Description of the task | Would you write out every record that follows exactly, with the pictures left out?

Record excerpts |
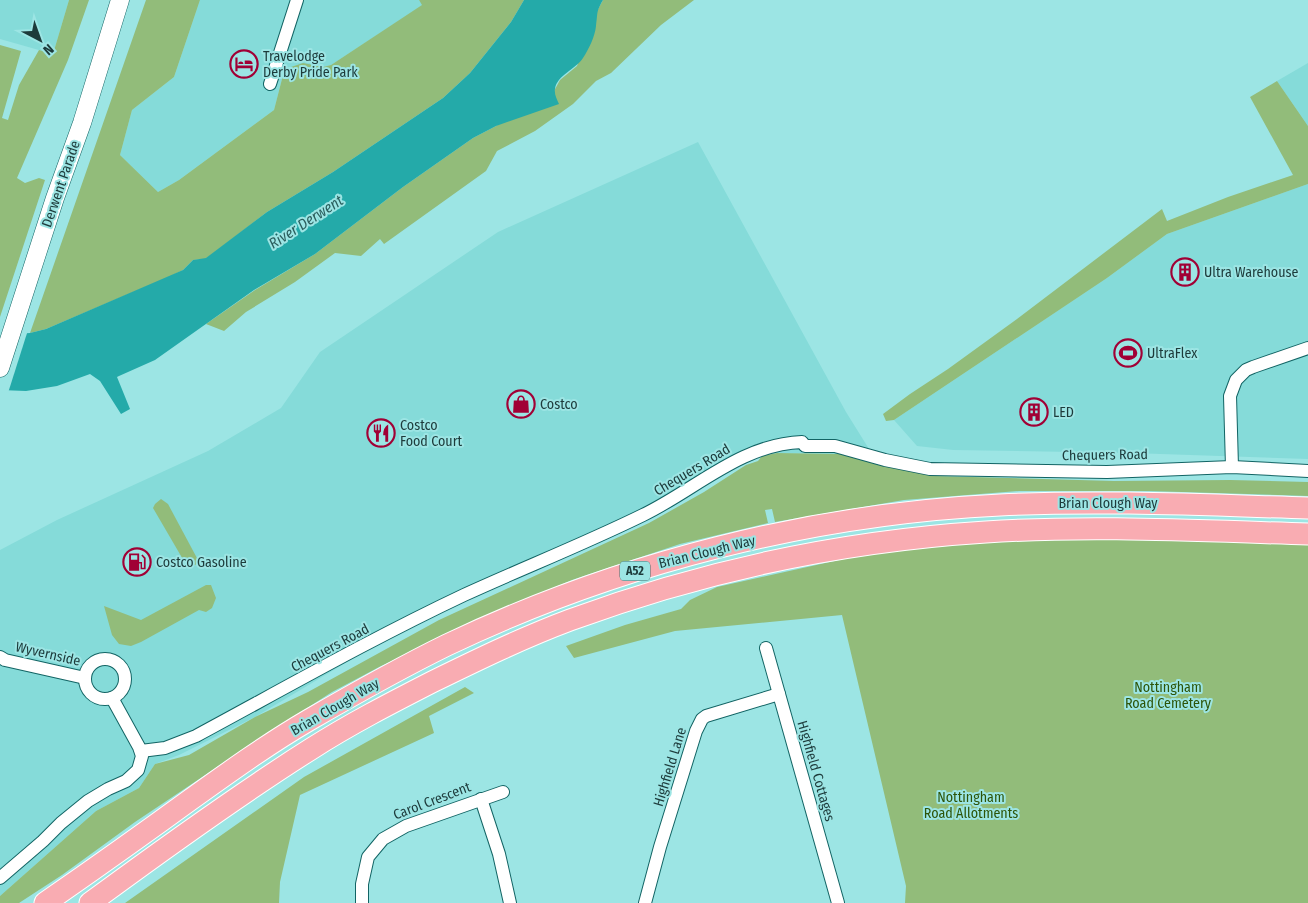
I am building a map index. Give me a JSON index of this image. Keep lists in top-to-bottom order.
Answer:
{
  "streets": {
    "highway": ["Brian Clough Way", "A52"],
    "street": [
      "Derwent Parade",
      "Chequers Road",
      "Wyvernside",
      "Highfield Lane",
      "Highfield Cottages",
      "Carol Crescent"
    ]
  },
  "crossings": [
    ["Highfield Lane", "Highfield Cottages"]
  ],
  "water": ["River Derwent"],
  "parks": ["Nottingham Road Cemetery", "Nottingham Road Allotments"],
  "places": {
    "hotel": ["Travelodge Derby Pride Park"],
    "building": ["Ultra Warehouse", "LED"],
    "sports": ["UltraFlex"],
    "shop": ["Costco"],
    "restaurant": ["Costco Food Court"],
    "fuel station": ["Costco Gasoline"]
  },
  "north": "bottom right"
}
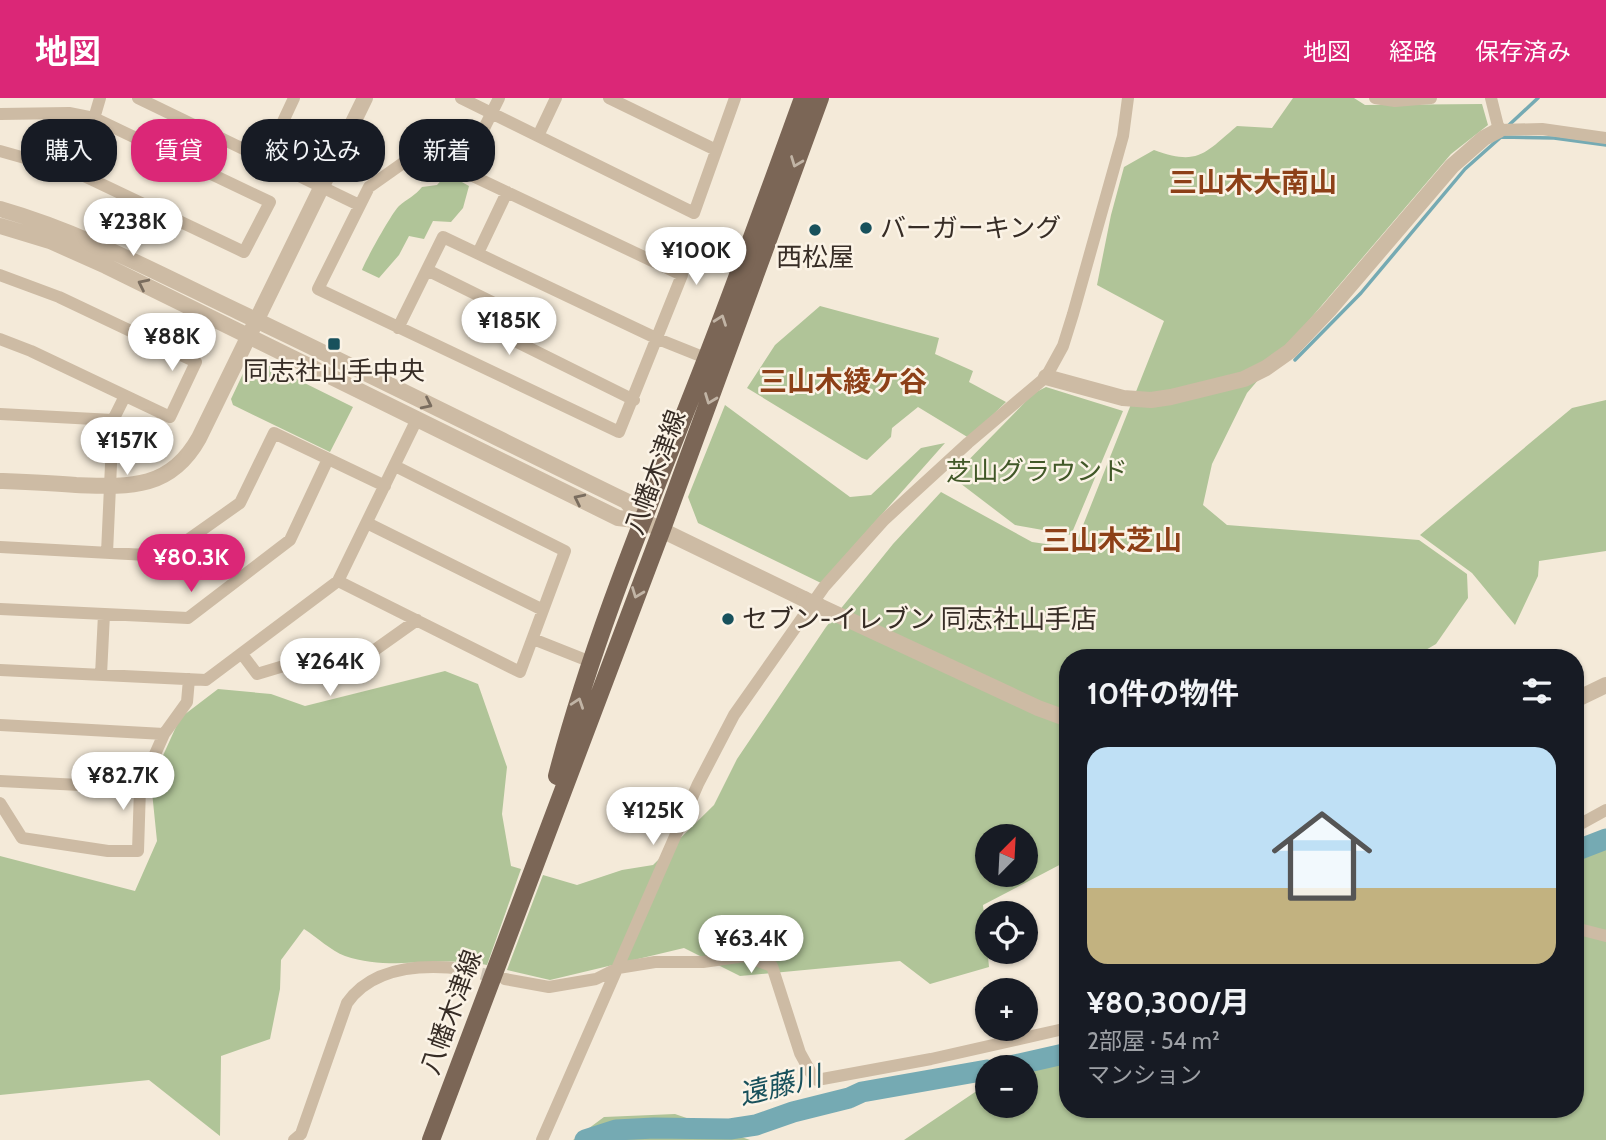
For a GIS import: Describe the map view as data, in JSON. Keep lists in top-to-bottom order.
{
  "streets": {
    "main road": ["八幡木津線"]
  },
  "districts": ["三山木大南山", "三山木綾ケ谷", "三山木芝山"],
  "water": ["遠藤川"],
  "parks": ["芝山グラウンド"],
  "places": {
    "other": ["バーガーキング", "西松屋", "セブン-イレブン 同志社山手店"],
    "transit": ["同志社山手中央"]
  },
  "north": "top right",
  "page": {
    "header": "地図",
    "nav": ["地図", "経路", "保存済み"],
    "chip": [
      "購入",
      "賃貸",
      "絞り込み",
      "新着"
    ],
    "price": [
      "¥238K",
      "¥100K",
      "¥185K",
      "¥88K",
      "¥157K",
      "¥80.3K",
      "¥264K",
      "¥82.7K",
      "¥125K",
      "¥63.4K"
    ],
    "heading": "10件の物件",
    "list": [
      {
        "name": "¥80,300/月",
        "note": "2部屋 · 54 m² · マンション"
      }
    ],
    "map_buttons": ["+", "−"]
  }
}
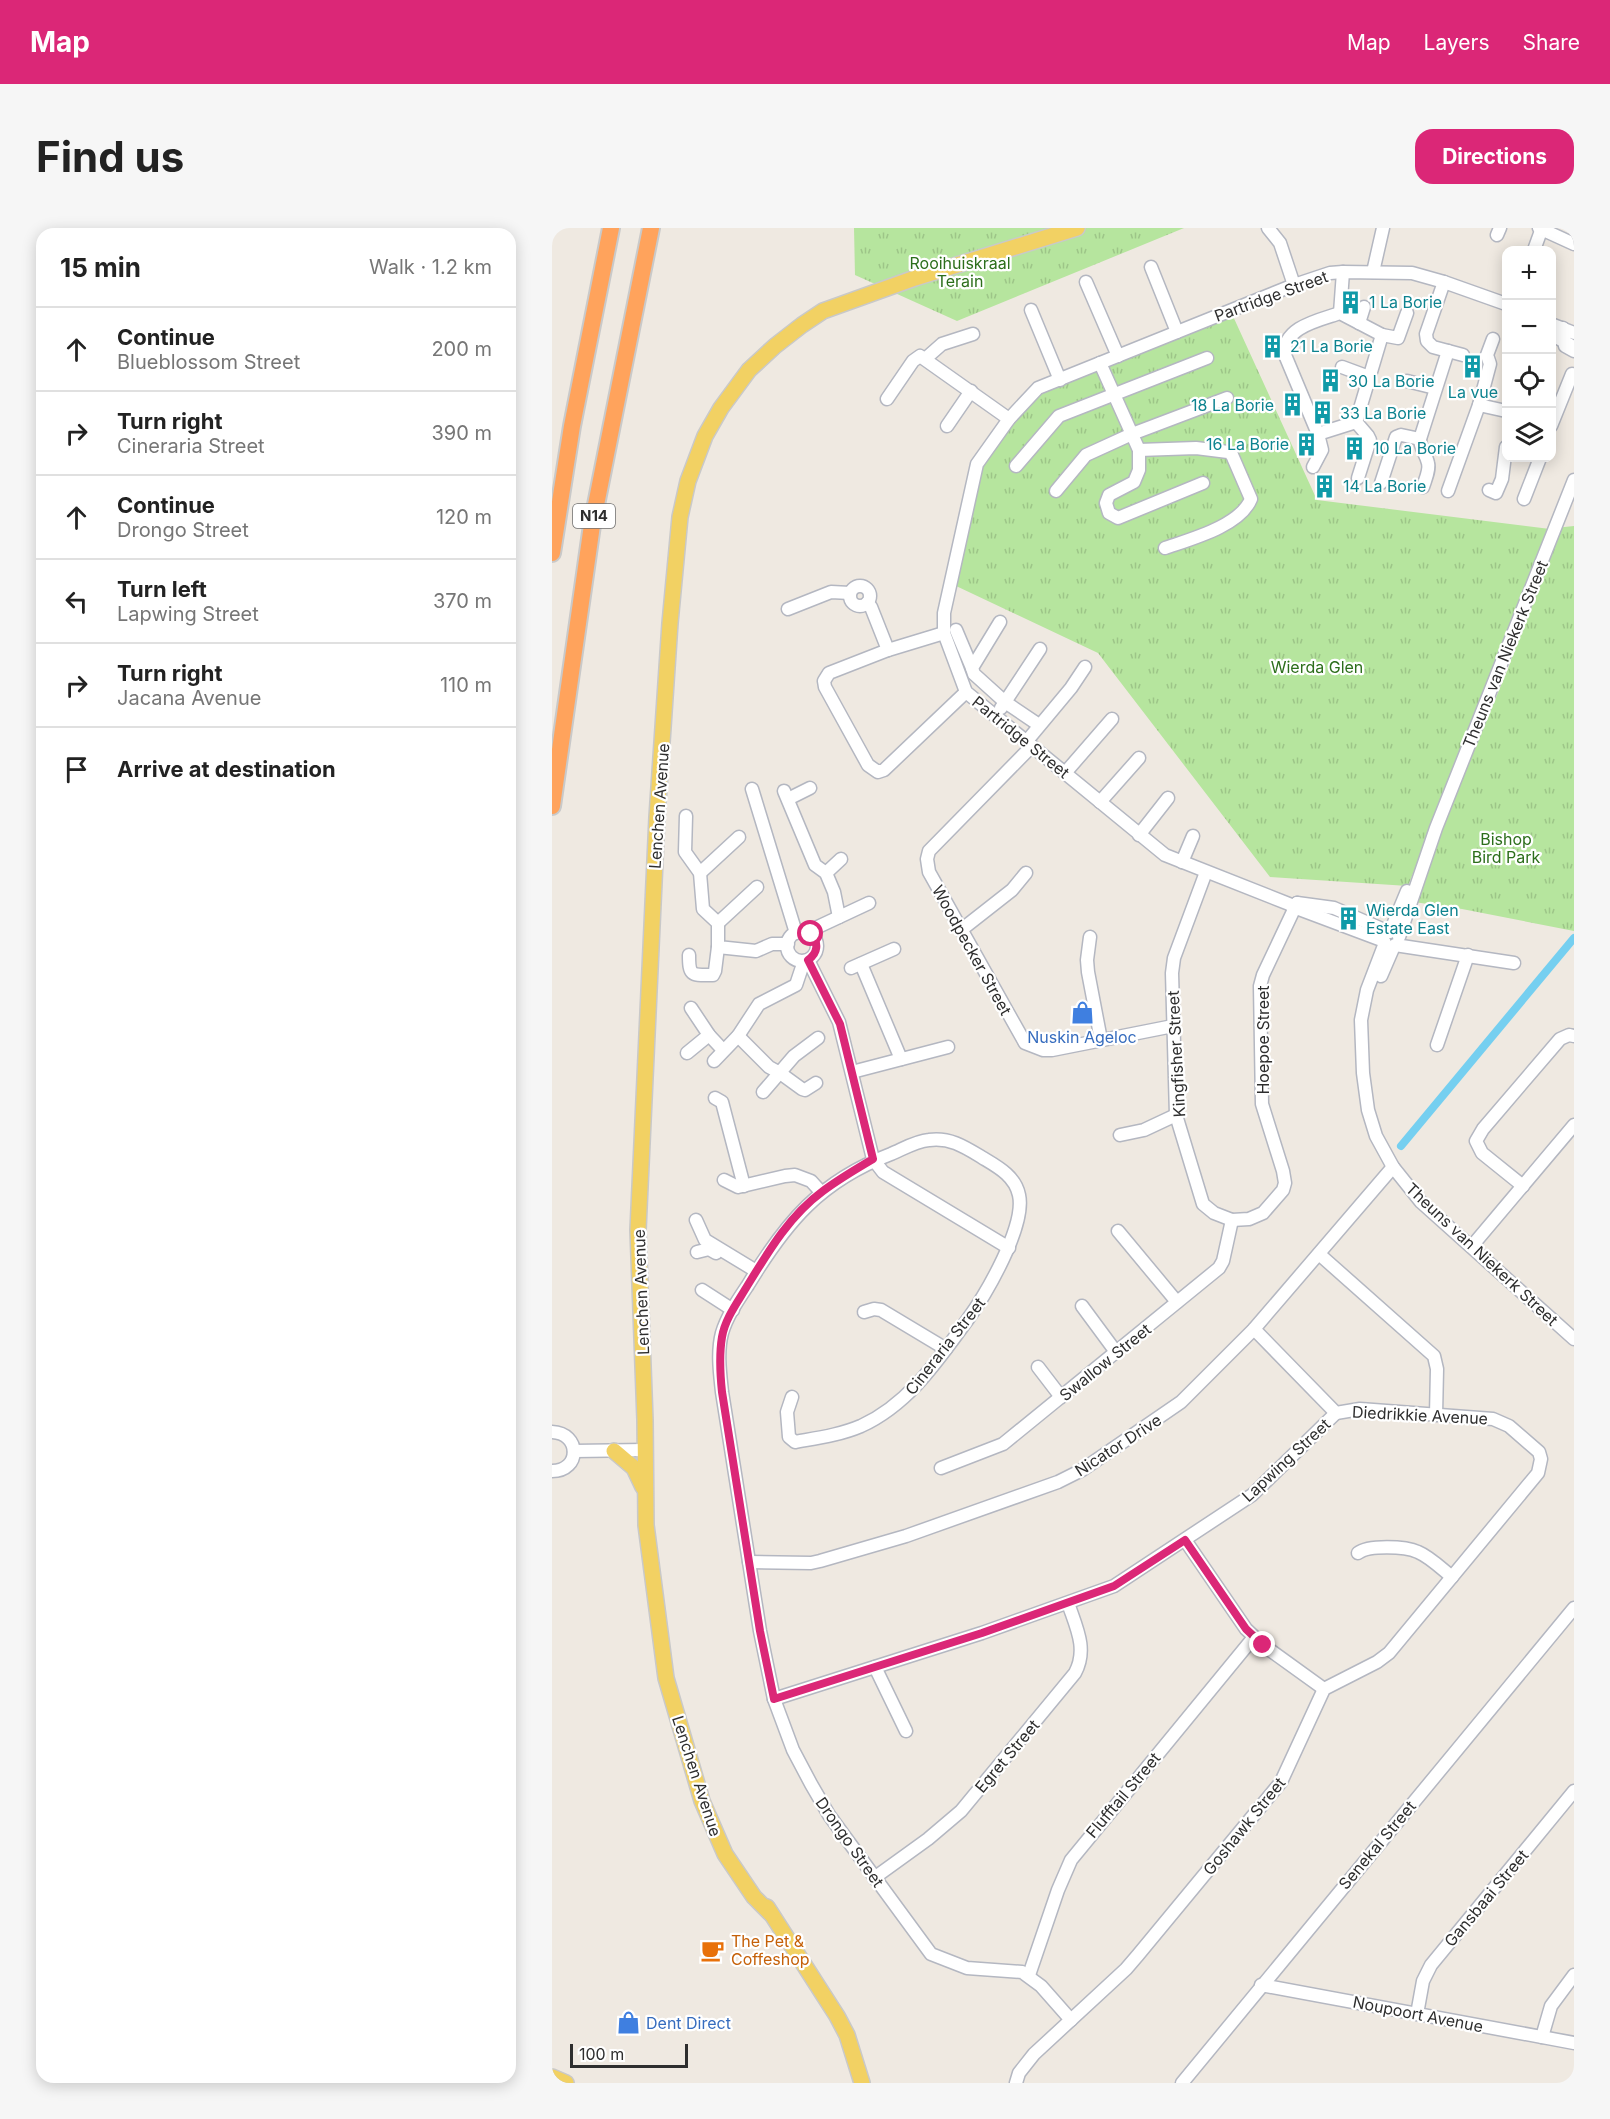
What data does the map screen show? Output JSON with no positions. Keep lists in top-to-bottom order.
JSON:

Result of the task |
I am building a map index. Give me a JSON index of this image. Keep lists in top-to-bottom order.
Answer:
{
  "streets": {
    "highway": ["Brian Clough Way", "A52"],
    "street": [
      "Derwent Parade",
      "Chequers Road",
      "Wyvernside",
      "Highfield Lane",
      "Highfield Cottages",
      "Carol Crescent"
    ]
  },
  "crossings": [
    ["Highfield Lane", "Highfield Cottages"]
  ],
  "water": ["River Derwent"],
  "parks": ["Nottingham Road Cemetery", "Nottingham Road Allotments"],
  "places": {
    "hotel": ["Travelodge Derby Pride Park"],
    "building": ["Ultra Warehouse", "LED"],
    "sports": ["UltraFlex"],
    "shop": ["Costco"],
    "restaurant": ["Costco Food Court"],
    "fuel station": ["Costco Gasoline"]
  },
  "north": "bottom right"
}
For a GIS import: Describe the map view as data, in JSON. Keep lists in top-to-bottom order.
{
  "streets": {
    "main road": ["八幡木津線"]
  },
  "districts": ["三山木大南山", "三山木綾ケ谷", "三山木芝山"],
  "water": ["遠藤川"],
  "parks": ["芝山グラウンド"],
  "places": {
    "other": ["バーガーキング", "西松屋", "セブン-イレブン 同志社山手店"],
    "transit": ["同志社山手中央"]
  },
  "north": "top right",
  "page": {
    "header": "地図",
    "nav": ["地図", "経路", "保存済み"],
    "chip": [
      "購入",
      "賃貸",
      "絞り込み",
      "新着"
    ],
    "price": [
      "¥238K",
      "¥100K",
      "¥185K",
      "¥88K",
      "¥157K",
      "¥80.3K",
      "¥264K",
      "¥82.7K",
      "¥125K",
      "¥63.4K"
    ],
    "heading": "10件の物件",
    "list": [
      {
        "name": "¥80,300/月",
        "note": "2部屋 · 54 m² · マンション"
      }
    ],
    "map_buttons": ["+", "−"]
  }
}
What data does the map screen show? Output JSON with no positions. Keep lists in top-to-bottom order.
JSON:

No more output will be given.